Salinas, die over eenzelfde houding beschikt, leest dan ook met toenemende verbazing de dagboeken van de jonge Enrique Salinas: “Overal moest hij een argument voor hebben, zelfs om te leven. Iemand die zo denkt is nog een kind, geen volwassen man.” Enrique Salinas is de absolute tegenpool van Martens, hij vergelijkt het leven in een dictatuur met ‘non-existentialisme’, met ‘een non-existerend existeren’, omdat er geen mogelijkheid is om het leven in eigen hand te nemen.
De vertegenwoordigers van de junta stellen hier tegenover de bloedeloze drogredenen zoals Martens’ meerdere Diaz ze graag bezigt: de politie is er om orde in de schepping te brengen. Voortdurend is Martens op zoek naar de logica van zijn bazen en van het regime dat hij diende, om tenslotte tot de conclusie te komen dat de logica slechts deze was: “Ik begreep dat wij alles overboord hadden gezet wat ons nog aan de menselijke wetten bond, ik begreep dat wij nergens meer op konden vertrouwen behalve op onszelf. En natuurlijk op het noodlot, op die onverzadigbare, gretige en altijd hongerige machine.” Niet dat Martens hier zijn eigen handelen ter discussie stelt: nee, het is het noodlot dat hem heeft meegesleurd.Wie zweert er samen?

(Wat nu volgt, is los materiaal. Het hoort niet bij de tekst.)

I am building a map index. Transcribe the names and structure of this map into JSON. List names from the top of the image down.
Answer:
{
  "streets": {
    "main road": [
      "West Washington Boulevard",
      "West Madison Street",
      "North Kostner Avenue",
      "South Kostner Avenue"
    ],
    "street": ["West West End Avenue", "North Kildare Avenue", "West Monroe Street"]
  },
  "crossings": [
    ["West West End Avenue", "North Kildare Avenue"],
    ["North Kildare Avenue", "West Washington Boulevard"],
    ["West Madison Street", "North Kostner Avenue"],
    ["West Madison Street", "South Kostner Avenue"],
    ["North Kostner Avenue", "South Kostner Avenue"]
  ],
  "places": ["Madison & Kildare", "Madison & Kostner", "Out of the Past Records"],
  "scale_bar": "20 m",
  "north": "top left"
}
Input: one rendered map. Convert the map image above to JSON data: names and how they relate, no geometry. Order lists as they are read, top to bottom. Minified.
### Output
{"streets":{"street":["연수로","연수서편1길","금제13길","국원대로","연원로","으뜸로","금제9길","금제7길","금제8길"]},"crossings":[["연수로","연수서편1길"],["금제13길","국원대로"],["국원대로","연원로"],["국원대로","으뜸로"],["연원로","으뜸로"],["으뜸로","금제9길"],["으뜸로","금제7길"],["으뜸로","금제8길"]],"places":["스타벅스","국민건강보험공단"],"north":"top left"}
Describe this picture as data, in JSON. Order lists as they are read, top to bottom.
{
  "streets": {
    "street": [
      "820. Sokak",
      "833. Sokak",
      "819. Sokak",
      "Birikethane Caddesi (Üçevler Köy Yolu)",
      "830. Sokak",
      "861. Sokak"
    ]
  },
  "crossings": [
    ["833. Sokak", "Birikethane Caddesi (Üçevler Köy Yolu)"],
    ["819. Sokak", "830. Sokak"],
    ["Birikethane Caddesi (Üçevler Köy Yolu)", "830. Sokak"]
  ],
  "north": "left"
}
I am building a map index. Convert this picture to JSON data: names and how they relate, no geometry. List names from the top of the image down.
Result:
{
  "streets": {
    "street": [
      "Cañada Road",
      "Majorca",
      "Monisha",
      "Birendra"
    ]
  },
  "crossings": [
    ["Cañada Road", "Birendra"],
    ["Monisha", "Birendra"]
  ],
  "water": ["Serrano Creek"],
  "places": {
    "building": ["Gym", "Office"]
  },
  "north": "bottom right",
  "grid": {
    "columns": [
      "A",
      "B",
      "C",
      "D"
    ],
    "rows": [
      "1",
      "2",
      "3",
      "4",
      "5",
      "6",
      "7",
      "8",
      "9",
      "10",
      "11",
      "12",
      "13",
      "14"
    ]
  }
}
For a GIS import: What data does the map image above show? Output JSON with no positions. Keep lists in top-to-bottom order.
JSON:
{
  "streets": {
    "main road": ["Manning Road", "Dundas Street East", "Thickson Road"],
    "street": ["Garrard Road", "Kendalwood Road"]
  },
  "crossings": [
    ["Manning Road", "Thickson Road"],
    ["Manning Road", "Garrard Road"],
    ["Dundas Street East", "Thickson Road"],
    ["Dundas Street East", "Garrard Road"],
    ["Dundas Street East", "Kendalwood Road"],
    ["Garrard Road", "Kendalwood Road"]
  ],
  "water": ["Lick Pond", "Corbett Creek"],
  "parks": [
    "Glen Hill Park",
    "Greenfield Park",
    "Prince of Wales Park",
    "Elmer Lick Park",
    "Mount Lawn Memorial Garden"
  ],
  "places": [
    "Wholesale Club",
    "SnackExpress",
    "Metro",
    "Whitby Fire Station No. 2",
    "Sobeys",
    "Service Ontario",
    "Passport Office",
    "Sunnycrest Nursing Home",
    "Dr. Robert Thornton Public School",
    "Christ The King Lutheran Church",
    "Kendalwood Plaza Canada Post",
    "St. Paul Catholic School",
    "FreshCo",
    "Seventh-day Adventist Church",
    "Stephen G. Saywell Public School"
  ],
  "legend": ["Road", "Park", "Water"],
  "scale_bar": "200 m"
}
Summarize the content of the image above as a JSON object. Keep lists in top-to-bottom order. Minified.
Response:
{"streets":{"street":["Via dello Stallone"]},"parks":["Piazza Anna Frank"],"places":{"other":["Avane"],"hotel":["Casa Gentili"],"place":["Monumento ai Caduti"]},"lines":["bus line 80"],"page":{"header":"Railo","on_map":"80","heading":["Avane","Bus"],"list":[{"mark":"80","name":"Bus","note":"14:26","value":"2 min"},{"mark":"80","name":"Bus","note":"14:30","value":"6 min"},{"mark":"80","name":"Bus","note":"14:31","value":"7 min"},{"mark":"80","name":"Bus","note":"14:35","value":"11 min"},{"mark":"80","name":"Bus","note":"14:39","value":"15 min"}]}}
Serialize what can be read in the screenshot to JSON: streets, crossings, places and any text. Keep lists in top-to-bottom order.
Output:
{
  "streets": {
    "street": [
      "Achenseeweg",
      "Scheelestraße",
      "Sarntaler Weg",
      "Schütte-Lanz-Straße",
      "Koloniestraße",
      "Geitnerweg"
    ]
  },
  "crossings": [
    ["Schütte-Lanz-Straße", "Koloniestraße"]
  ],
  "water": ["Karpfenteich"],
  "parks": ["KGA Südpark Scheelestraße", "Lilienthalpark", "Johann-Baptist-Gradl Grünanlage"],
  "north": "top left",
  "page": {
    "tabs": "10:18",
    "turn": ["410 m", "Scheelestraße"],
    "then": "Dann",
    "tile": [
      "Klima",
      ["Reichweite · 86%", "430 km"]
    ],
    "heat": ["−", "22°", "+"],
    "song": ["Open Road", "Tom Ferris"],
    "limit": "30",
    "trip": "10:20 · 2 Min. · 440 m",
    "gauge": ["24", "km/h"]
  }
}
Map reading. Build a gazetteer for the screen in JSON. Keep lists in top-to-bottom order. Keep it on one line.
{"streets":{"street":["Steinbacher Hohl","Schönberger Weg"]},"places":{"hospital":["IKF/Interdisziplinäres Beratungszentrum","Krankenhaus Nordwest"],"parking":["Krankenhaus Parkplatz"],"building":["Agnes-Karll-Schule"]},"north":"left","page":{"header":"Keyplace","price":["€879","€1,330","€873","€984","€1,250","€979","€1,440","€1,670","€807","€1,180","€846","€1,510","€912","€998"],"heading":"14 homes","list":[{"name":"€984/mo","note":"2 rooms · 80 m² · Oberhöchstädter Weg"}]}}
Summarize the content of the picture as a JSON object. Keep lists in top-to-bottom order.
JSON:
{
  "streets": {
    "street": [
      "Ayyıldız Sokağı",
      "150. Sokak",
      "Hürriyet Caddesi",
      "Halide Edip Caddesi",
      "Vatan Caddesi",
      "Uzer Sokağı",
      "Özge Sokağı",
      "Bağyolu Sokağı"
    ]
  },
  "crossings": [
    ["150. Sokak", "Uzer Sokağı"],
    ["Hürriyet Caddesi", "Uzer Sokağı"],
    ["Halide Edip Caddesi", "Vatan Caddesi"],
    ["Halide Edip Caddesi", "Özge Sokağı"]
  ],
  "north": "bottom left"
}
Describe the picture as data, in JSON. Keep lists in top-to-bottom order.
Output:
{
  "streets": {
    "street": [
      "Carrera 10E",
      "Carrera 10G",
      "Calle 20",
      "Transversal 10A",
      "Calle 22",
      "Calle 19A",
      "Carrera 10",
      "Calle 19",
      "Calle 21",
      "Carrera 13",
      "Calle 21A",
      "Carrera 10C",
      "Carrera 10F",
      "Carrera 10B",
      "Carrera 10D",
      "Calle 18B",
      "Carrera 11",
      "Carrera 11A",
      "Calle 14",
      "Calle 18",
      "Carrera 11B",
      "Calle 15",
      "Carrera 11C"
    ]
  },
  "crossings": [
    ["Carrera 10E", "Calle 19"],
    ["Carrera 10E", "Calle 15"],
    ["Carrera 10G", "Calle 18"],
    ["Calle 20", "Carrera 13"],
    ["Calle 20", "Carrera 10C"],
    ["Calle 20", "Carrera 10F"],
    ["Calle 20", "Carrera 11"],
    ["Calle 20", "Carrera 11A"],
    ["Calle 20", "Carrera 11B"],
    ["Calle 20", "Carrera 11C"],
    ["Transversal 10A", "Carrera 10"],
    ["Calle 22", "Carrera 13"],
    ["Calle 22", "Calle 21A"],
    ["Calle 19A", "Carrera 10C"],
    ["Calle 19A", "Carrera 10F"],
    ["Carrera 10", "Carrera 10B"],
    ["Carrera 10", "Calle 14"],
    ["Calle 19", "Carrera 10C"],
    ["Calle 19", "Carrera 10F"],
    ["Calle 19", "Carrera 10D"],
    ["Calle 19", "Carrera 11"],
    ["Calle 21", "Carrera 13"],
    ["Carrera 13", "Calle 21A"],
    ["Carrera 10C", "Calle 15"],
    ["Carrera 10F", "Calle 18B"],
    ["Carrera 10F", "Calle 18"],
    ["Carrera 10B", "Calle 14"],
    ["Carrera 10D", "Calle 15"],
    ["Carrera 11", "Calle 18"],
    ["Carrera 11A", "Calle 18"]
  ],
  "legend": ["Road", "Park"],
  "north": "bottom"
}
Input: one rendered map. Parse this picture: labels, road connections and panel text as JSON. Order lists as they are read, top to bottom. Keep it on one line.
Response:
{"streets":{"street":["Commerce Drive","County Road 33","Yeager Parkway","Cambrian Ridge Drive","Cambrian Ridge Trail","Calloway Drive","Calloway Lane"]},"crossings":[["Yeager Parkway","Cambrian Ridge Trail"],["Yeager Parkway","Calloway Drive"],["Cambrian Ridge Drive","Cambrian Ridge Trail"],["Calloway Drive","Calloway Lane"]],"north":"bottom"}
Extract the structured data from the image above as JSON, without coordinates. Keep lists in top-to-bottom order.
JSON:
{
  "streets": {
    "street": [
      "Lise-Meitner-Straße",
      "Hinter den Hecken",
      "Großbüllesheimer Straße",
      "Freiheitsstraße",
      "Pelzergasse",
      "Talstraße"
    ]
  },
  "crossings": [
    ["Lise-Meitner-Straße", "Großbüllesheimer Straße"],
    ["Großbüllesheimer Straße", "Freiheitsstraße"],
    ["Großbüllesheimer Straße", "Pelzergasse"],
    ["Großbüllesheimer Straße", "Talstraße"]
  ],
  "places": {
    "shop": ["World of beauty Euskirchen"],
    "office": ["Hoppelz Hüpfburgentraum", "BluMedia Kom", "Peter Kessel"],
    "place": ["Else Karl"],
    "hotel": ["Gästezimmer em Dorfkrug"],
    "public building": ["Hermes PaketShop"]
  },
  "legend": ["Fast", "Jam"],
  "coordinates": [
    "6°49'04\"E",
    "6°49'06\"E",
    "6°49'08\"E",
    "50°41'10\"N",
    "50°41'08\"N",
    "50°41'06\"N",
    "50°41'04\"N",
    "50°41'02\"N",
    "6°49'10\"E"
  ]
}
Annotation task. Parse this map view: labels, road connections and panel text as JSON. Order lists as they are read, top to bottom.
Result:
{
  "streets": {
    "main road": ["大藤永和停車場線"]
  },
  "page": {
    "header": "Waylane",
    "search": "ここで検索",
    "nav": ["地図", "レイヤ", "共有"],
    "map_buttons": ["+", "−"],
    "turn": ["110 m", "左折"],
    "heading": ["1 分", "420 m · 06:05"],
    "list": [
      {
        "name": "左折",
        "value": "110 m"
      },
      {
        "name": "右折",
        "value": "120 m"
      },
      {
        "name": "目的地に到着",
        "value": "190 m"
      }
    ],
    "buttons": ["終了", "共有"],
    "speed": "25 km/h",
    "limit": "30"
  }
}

In deze trant moeten we ook de ambigue lading van de titel lezen: want wie zweert er nu eigenlijk tegen wie samen? Zweren de Salinas’ samen tegen de machthebbers, zweren de machthebbers samen tegen de Salinas’, of zweert het ‘systeem’ samen tegen beiden? Kertész lijkt in elke situatie de persoonlijke verantwoordelijkheid van ieder mens te benadrukken: het lot is geen excuus, anders is er immers ook geen vrijheid.
Kertesz’ werk is een een poging om onder woorden te brengen wat de holocaust zegt over de mens en de Europese beschaving. Hij beschouwt Auschwitz niet als een incident, maar onderkent de grote kans op herhaling, die als een ‘lange, donkere schaduw van de holocaust’ over onze tijd hangt. Voor Kertesz betekent Auschwitz de werkelijke dood van god, het einde van de houdbaarheid van elk metafysisch principe. Nu moet de mens bij elke stap die hij zet zélf de morele uitdaging aangaan. In zijn essaybundel De verbannen taal zegt hij hierover dat we ons best moeten doen om te “begrijpen dat het onbegrijpelijk is”.
In die zin kunnen we De samenzwering opvatten als bevestiging van deze these. Voor Kertész representeren alle totalitaire regimes van de twintigste eeuw (hij leefde zelf lang onder het Hongaarse communisme) de holocaust. De taak van de mens is om zich teweer te stellen tegen de objectiverende logica van dergelijke regimes, om zo herhaling te voorkomen.